JG: We now use WhatsApp and Google Docs in many of our courses as communication tools and platforms for collaborative work. One of our Theory groups that included students from the UK, Spain, France, Italy, Hong Kong, Taiwan, Australia, and New Zealand have continued to meet each week and have formed a phenomenal post-course study group. We still keep an eye on them through Google Docs and on WhatsApp, but frankly they now have the skills to create questions themselves and test each other. We are thrilled with it. 

 

We also now use a company to repackage wines in smaller formats so that students can taste at home. 

 

GE: Looking at wine education overall, and many wine courses going virtual, do you think the structure will look a lot different in a post-Covid world? What schools/academies/organizations in your opinion have really done things right in coping with the current environment?

 

JG: 67 Pall Mall comes to mind as somewhere that has really cornered the market for wine tastings, charging a small fee to watch or treat yourself and order the wines along with some phenomenal speakers. It really is the palace for wine geeks on any budget. 

 

There are so many examples of where it is done well and that is what I have been seeing mostly, but some places have not really understood the limitations of online. Too many institutions are running day-long courses with zero or no interactive elements.

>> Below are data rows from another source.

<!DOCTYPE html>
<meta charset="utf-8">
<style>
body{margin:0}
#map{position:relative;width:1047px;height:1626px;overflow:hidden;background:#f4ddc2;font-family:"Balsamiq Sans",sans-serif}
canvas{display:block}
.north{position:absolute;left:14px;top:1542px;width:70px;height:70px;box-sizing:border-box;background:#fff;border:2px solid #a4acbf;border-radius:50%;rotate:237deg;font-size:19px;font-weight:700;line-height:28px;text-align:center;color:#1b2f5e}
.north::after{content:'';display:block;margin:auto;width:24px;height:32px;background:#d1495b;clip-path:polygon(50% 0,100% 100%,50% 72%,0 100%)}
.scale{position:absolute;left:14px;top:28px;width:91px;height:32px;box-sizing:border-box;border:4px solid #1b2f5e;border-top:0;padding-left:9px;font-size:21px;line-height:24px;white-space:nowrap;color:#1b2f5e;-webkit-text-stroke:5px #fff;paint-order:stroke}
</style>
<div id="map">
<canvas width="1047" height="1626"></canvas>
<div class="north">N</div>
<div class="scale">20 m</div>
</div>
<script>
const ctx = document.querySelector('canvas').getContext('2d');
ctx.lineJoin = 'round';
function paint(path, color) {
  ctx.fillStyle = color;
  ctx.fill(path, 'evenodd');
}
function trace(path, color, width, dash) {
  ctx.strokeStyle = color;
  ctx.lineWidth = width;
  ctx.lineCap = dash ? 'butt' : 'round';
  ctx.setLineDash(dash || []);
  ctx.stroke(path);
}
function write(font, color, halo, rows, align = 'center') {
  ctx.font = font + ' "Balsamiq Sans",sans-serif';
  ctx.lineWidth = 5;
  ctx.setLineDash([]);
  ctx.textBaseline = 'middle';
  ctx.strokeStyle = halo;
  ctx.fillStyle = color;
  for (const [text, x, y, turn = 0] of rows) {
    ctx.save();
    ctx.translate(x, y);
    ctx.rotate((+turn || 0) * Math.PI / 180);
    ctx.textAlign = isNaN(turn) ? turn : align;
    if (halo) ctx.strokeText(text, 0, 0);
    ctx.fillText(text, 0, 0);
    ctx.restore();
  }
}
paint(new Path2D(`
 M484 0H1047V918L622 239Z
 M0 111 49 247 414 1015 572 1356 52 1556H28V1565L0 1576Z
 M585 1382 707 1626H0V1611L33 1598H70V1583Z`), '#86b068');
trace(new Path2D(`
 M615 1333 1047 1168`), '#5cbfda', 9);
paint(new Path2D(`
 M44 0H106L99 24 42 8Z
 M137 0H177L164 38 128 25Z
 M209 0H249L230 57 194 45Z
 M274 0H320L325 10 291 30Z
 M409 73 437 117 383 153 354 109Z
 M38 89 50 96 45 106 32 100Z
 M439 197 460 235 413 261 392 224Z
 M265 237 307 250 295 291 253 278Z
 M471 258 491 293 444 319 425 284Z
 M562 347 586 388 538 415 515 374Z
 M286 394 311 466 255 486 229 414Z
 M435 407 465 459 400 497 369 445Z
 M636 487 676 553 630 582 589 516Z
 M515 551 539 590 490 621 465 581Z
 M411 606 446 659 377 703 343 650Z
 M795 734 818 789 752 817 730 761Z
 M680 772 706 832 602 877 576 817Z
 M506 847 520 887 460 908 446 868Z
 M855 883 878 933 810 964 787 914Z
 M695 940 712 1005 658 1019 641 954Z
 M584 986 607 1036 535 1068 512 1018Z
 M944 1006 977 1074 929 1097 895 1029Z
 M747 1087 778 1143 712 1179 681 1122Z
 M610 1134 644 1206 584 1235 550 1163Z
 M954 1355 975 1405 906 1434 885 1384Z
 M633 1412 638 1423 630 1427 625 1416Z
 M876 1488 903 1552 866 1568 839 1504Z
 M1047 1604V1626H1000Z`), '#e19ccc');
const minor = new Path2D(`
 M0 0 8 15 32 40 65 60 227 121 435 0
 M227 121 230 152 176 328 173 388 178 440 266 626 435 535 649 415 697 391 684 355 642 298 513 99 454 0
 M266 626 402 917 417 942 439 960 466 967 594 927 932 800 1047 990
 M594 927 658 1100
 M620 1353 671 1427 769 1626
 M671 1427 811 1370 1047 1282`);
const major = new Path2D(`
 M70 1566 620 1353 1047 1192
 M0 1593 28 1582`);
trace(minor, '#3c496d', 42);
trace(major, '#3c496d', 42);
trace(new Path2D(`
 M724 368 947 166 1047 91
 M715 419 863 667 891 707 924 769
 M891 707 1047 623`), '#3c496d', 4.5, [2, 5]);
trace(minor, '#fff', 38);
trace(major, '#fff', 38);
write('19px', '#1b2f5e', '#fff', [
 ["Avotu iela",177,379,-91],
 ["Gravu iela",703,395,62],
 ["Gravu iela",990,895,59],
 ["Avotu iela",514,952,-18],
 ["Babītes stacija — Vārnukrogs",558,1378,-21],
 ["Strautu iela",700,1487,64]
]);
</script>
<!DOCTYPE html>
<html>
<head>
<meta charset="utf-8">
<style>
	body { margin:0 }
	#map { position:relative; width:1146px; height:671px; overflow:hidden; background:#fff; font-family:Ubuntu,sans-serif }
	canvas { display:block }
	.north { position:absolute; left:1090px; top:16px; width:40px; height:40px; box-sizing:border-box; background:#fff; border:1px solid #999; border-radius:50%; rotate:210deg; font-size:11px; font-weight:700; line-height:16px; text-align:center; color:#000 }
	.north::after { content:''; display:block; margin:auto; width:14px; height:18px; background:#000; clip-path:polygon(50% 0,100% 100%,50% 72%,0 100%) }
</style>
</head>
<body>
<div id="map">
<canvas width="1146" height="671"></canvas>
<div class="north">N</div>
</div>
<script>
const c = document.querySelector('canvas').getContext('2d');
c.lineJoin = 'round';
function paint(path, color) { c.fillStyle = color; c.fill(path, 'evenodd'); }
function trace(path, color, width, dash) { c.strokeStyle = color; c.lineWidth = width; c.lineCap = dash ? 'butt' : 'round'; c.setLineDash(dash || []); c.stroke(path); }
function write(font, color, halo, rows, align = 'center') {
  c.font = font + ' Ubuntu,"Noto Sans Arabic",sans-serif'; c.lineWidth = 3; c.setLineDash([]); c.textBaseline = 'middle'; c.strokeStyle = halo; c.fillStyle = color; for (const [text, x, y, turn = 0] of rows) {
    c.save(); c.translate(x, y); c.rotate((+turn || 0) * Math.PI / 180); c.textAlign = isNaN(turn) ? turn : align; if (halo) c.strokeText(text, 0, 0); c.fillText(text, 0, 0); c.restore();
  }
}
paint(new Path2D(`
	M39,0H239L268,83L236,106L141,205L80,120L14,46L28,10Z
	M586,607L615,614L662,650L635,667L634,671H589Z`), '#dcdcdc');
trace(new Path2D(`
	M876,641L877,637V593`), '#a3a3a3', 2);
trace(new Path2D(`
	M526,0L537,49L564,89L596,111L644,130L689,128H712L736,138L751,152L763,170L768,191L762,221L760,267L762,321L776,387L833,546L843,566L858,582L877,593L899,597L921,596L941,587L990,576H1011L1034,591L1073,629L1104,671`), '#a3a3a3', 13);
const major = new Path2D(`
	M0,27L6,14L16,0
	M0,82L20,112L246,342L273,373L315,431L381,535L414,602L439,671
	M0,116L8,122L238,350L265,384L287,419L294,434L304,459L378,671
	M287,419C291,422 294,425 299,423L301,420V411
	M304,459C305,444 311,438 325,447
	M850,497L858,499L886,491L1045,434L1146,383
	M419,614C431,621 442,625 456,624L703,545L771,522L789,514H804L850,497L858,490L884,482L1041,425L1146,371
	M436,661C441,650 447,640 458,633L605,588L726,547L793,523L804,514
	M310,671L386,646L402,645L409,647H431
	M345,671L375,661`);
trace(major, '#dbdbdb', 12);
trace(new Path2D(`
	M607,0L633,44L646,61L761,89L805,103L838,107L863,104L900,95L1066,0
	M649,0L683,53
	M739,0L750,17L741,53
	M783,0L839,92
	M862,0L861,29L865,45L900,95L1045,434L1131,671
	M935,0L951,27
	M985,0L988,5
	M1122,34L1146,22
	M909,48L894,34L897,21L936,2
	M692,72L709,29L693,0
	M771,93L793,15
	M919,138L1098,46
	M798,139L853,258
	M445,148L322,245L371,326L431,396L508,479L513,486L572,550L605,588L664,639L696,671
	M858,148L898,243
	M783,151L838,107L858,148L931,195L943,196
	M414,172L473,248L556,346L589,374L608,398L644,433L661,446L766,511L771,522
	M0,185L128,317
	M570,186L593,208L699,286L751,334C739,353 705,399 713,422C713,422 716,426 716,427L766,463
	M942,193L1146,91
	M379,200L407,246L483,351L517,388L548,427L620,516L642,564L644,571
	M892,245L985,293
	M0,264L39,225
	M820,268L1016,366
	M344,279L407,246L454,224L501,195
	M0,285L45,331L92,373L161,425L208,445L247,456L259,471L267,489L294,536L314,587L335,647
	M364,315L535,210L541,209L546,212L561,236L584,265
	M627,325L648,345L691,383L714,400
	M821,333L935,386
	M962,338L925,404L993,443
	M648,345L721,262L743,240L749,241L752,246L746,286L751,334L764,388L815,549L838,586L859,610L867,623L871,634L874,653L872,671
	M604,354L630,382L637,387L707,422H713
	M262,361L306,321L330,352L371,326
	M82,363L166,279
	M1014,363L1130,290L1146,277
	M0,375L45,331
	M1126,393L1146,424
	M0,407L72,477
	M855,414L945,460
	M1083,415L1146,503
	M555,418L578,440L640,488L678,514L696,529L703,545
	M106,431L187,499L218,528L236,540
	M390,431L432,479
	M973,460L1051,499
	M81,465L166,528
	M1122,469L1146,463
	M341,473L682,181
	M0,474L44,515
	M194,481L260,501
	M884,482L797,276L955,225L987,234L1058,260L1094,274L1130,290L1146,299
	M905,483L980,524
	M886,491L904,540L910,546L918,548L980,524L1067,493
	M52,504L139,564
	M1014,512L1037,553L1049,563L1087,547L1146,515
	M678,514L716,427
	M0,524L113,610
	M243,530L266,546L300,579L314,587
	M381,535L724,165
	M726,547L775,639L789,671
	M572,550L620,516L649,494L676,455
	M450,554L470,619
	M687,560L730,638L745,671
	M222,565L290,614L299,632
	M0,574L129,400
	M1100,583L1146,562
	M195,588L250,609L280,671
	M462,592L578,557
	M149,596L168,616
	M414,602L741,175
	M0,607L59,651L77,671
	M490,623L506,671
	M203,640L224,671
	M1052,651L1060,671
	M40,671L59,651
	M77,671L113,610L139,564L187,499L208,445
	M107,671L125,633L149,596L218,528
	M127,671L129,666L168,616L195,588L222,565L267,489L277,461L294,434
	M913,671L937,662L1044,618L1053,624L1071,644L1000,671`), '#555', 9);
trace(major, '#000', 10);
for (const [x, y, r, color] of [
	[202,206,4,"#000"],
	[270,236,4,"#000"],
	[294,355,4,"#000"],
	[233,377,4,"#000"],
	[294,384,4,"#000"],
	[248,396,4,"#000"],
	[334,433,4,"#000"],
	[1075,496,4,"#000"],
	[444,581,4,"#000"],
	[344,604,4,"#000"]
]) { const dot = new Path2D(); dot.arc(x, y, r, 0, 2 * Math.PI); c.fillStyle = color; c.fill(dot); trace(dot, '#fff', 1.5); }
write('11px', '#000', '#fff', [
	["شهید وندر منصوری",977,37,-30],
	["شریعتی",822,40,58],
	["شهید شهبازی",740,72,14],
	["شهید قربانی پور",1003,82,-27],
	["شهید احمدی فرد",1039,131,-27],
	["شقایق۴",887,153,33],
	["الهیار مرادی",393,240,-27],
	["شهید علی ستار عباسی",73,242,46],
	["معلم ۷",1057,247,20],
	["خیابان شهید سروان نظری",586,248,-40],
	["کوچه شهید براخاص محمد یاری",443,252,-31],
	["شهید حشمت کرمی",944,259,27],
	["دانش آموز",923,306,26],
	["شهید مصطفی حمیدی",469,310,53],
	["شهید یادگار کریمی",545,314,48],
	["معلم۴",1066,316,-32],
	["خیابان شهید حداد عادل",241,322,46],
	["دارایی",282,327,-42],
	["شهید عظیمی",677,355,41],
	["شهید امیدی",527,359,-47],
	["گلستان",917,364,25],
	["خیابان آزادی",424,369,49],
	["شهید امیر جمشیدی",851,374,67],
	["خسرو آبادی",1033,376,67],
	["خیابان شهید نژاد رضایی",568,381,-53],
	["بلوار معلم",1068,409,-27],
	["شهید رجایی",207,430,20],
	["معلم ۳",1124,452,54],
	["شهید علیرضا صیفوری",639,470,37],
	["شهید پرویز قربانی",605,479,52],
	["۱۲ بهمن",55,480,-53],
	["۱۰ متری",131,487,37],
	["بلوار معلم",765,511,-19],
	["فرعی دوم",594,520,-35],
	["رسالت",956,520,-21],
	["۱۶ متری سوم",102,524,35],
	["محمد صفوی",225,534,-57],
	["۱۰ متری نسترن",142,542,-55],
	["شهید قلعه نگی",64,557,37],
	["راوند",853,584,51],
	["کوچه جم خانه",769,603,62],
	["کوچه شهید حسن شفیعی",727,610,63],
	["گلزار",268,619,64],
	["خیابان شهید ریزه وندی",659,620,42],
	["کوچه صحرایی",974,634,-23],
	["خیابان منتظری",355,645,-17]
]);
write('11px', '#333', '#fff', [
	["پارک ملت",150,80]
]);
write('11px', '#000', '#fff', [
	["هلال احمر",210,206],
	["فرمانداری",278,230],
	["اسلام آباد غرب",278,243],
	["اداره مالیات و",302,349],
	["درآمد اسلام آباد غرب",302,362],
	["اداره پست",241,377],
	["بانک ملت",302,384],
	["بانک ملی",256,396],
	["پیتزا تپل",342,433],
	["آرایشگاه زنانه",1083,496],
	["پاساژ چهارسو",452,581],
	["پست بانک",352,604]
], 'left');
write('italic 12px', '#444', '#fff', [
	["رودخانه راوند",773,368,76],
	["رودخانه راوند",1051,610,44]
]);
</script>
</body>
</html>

With the online platform, there are quiz functions, breakout rooms, and options to show videos and visuals more clearly and, most importantly, the ability to collaborate across different time-zones – so it is a shame when it is just a carbon copy of a classroom session. 

 

GE: As the name suggests, the Global Wine Academy has international reach. Which countries do you currently offer your services in, and do you hope to expand into new markets in the future?

 

JG: We deliver wine to UK and Europe, but would love to experiment further abroad at some point. We have had some success with students ordering wines locally that are similar to the ones we taste. This isn’t perfect for fine-tuning calibration, but just as good for examination technique. This year we have had students from: UK, Sweden, Holland, France, Spain, Italy, Switzerland, Hong Kong, Taiwan, India, Australia, New Zealand, and both coasts of USA.

 

I’ve also adapted one of my courses working with AWSEC in Hong Kong where we have done tastings together virtually. That has been a great to reach new audiences through simple collaboration.

 

GE: Any other comments you would like to share?

 

JG: Our latest venture is the Instagram Live Calibration Wine Fair. 24 wines are shipped in small test tubes to students and we go through them all in one day! Many students watched and then ordered afterwards, others tasted along using the videos on IGTV over the course of a week. Moving forward, we are looking to expand this model over a couple of days, including some guest speakers. All the videos are available on our IGTV channel, along with some student-led calibration videos that we did over the summer.